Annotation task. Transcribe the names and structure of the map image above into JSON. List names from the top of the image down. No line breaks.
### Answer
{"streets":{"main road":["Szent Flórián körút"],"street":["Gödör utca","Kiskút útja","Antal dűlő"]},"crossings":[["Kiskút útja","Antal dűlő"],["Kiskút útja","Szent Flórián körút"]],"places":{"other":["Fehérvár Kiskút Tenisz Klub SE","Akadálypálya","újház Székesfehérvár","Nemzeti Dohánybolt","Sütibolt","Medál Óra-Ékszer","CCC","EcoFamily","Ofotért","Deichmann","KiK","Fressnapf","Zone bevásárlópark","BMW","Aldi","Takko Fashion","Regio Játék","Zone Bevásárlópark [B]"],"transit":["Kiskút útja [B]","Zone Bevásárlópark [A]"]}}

> _EXERCISE GOAL_: The whole listing above, line by line, is to be retyped exactly.

> _EXERCISE SOLUTION_:
Annotation task. Transcribe the names and structure of the map image above into JSON. List names from the top of the image down. No line breaks.
### Answer
{"streets":{"main road":["Szent Flórián körút"],"street":["Gödör utca","Kiskút útja","Antal dűlő"]},"crossings":[["Kiskút útja","Antal dűlő"],["Kiskút útja","Szent Flórián körút"]],"places":{"other":["Fehérvár Kiskút Tenisz Klub SE","Akadálypálya","újház Székesfehérvár","Nemzeti Dohánybolt","Sütibolt","Medál Óra-Ékszer","CCC","EcoFamily","Ofotért","Deichmann","KiK","Fressnapf","Zone bevásárlópark","BMW","Aldi","Takko Fashion","Regio Játék","Zone Bevásárlópark [B]"],"transit":["Kiskút útja [B]","Zone Bevásárlópark [A]"]}}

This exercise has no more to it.